ENTRIES SHOWN below:

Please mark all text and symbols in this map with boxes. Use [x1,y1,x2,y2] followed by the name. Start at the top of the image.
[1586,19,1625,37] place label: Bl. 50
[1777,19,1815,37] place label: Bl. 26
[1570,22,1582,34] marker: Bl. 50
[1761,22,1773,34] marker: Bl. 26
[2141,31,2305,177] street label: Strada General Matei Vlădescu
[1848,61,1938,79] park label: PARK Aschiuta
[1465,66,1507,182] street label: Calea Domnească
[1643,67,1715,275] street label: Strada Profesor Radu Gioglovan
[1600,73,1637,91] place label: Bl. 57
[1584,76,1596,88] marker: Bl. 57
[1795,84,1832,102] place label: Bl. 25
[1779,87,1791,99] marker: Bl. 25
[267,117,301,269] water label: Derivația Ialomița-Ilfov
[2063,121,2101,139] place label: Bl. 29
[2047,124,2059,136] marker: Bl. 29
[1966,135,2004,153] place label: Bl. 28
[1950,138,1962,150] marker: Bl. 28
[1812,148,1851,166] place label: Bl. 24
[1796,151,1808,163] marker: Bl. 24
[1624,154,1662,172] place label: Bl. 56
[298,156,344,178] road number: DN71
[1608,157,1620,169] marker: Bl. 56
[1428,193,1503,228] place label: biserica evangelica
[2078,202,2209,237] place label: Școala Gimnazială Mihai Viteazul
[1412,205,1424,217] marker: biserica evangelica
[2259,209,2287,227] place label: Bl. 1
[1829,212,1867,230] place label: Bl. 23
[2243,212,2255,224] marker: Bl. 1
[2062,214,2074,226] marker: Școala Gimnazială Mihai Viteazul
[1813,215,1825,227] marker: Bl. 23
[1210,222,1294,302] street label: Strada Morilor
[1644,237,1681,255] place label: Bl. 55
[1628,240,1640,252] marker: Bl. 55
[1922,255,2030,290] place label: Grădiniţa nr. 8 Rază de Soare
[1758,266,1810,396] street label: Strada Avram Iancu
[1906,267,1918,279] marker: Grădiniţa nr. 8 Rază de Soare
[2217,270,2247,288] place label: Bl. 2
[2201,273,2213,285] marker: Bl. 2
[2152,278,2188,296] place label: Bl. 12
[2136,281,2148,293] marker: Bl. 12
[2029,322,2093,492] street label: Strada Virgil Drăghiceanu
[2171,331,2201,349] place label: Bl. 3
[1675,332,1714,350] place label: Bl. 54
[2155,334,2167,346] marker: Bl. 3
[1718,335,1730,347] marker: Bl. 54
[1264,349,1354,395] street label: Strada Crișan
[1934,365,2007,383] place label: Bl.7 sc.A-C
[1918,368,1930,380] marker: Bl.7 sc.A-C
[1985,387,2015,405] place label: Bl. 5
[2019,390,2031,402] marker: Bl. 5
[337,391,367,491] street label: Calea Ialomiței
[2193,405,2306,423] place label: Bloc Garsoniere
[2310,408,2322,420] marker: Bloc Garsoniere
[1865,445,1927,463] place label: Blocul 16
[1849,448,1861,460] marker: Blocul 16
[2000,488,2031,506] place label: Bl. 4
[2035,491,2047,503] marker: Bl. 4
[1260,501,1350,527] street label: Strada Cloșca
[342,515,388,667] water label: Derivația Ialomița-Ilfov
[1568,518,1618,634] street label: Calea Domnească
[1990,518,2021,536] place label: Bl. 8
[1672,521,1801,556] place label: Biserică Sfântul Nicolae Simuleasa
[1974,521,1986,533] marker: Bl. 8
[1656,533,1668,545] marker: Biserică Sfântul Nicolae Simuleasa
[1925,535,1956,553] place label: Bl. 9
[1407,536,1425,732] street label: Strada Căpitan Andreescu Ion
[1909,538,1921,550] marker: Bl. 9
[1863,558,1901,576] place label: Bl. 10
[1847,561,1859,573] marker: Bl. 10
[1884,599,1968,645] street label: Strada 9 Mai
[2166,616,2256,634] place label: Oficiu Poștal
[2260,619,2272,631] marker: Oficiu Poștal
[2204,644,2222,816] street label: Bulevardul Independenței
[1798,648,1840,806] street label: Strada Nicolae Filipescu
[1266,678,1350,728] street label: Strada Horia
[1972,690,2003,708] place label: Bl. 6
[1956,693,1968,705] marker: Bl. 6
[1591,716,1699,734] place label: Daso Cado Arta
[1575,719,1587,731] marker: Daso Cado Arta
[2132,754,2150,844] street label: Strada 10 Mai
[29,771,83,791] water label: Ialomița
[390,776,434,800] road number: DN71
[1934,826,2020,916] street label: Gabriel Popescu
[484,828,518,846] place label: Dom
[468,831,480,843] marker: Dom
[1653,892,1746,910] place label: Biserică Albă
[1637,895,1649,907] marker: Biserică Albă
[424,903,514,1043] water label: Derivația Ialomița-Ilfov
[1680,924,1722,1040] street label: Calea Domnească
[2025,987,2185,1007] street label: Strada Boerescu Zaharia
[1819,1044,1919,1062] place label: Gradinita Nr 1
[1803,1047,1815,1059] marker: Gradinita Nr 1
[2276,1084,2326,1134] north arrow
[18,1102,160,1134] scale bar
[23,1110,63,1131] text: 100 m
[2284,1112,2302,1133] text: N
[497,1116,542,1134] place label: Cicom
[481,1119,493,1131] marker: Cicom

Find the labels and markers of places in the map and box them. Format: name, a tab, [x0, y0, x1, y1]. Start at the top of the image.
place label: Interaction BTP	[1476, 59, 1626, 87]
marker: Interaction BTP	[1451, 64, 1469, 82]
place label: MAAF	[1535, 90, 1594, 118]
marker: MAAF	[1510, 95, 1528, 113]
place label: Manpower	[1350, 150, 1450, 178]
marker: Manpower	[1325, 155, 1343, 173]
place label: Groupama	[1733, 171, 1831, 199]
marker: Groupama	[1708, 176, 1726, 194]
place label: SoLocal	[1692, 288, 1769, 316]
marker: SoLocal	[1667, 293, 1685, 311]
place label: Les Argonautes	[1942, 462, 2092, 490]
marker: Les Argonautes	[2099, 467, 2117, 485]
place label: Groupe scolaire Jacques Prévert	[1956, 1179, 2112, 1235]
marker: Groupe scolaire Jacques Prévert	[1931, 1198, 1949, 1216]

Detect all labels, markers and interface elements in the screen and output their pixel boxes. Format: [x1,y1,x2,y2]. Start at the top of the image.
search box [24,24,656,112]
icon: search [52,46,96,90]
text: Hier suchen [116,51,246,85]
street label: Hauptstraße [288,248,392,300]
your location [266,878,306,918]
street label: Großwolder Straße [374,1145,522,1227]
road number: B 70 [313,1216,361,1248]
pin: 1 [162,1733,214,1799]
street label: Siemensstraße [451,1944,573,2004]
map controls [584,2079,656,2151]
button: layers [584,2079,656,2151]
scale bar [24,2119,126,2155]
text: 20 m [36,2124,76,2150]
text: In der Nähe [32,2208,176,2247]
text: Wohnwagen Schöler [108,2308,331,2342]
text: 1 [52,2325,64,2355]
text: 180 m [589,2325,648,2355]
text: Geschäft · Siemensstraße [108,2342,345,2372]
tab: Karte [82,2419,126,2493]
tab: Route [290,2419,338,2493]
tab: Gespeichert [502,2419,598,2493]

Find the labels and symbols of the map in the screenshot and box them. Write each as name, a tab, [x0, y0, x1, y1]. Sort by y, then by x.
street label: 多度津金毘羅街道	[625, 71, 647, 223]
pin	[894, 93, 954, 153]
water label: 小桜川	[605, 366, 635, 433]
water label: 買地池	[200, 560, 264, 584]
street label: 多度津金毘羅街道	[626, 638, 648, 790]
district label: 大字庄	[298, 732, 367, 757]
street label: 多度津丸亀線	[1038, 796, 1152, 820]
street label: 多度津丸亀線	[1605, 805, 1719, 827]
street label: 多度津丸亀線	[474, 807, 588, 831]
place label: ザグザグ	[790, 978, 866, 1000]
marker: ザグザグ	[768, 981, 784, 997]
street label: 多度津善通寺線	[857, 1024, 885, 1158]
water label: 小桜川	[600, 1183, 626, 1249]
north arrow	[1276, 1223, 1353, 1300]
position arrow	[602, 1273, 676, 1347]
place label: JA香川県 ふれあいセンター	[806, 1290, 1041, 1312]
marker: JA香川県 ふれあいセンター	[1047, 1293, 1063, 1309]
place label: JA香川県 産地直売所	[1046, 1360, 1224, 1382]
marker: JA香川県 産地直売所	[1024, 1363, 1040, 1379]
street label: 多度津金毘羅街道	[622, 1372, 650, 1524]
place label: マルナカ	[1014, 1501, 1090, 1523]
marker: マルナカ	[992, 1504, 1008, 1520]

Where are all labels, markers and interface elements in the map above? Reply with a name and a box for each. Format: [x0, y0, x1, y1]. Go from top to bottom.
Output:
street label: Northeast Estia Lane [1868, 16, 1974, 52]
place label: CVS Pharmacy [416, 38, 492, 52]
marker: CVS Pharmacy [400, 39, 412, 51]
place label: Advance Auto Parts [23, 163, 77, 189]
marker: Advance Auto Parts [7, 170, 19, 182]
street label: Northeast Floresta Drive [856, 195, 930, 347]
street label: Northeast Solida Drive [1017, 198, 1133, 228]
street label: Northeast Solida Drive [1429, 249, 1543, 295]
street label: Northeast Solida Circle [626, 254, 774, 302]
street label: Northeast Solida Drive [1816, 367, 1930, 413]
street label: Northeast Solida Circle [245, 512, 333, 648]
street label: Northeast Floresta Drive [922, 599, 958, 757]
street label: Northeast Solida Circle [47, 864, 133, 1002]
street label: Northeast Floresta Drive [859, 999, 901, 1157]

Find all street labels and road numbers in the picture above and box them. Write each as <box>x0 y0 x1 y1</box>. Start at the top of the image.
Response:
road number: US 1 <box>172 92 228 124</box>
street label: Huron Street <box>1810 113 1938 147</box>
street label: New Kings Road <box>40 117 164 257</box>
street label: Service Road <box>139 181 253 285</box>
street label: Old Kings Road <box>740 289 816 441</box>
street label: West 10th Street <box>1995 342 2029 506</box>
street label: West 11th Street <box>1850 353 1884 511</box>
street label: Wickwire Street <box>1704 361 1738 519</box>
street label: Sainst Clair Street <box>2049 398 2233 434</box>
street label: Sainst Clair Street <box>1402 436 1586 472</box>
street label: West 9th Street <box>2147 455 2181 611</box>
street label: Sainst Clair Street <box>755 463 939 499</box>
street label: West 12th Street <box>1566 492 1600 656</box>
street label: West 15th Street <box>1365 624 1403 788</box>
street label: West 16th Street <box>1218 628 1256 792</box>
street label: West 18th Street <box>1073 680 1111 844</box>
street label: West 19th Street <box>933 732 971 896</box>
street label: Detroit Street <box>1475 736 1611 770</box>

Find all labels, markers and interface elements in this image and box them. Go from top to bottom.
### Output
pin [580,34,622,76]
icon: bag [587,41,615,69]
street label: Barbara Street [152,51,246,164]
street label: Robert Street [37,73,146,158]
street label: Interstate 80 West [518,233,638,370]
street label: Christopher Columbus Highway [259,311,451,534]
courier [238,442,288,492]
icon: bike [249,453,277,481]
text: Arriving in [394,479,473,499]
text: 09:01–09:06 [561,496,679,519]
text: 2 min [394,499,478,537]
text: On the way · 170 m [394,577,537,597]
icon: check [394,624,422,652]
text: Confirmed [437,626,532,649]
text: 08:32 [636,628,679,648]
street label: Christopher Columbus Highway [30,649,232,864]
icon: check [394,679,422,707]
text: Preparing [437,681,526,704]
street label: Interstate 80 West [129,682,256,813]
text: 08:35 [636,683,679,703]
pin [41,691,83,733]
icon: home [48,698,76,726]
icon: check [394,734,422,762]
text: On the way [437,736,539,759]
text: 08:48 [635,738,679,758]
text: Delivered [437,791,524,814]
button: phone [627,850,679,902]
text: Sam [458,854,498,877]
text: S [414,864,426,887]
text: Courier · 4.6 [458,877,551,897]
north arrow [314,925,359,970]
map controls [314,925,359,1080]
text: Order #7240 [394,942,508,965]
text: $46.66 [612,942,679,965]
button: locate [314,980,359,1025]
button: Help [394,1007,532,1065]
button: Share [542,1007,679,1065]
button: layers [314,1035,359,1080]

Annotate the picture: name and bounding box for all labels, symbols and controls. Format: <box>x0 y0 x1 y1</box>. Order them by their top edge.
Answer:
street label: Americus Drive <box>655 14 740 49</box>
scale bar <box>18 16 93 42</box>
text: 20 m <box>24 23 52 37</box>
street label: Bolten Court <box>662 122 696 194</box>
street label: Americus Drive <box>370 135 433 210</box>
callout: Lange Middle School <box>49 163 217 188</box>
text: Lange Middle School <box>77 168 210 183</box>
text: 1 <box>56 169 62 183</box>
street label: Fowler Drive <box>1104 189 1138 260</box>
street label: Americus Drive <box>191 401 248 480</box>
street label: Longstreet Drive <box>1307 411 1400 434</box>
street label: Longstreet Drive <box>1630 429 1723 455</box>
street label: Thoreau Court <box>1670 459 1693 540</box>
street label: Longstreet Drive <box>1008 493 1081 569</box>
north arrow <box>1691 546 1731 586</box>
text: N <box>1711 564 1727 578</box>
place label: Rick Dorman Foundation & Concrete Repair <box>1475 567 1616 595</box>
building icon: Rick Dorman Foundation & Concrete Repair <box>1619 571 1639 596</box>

End of ENTRIES SHOWN.

AIM OF THE TASK :: All lines of the records above that contain the word "School" are to be copied out.

RESULT FOR THIS EXERCISE ::
callout: Lange Middle School <box>49 163 217 188</box>
text: Lange Middle School <box>77 168 210 183</box>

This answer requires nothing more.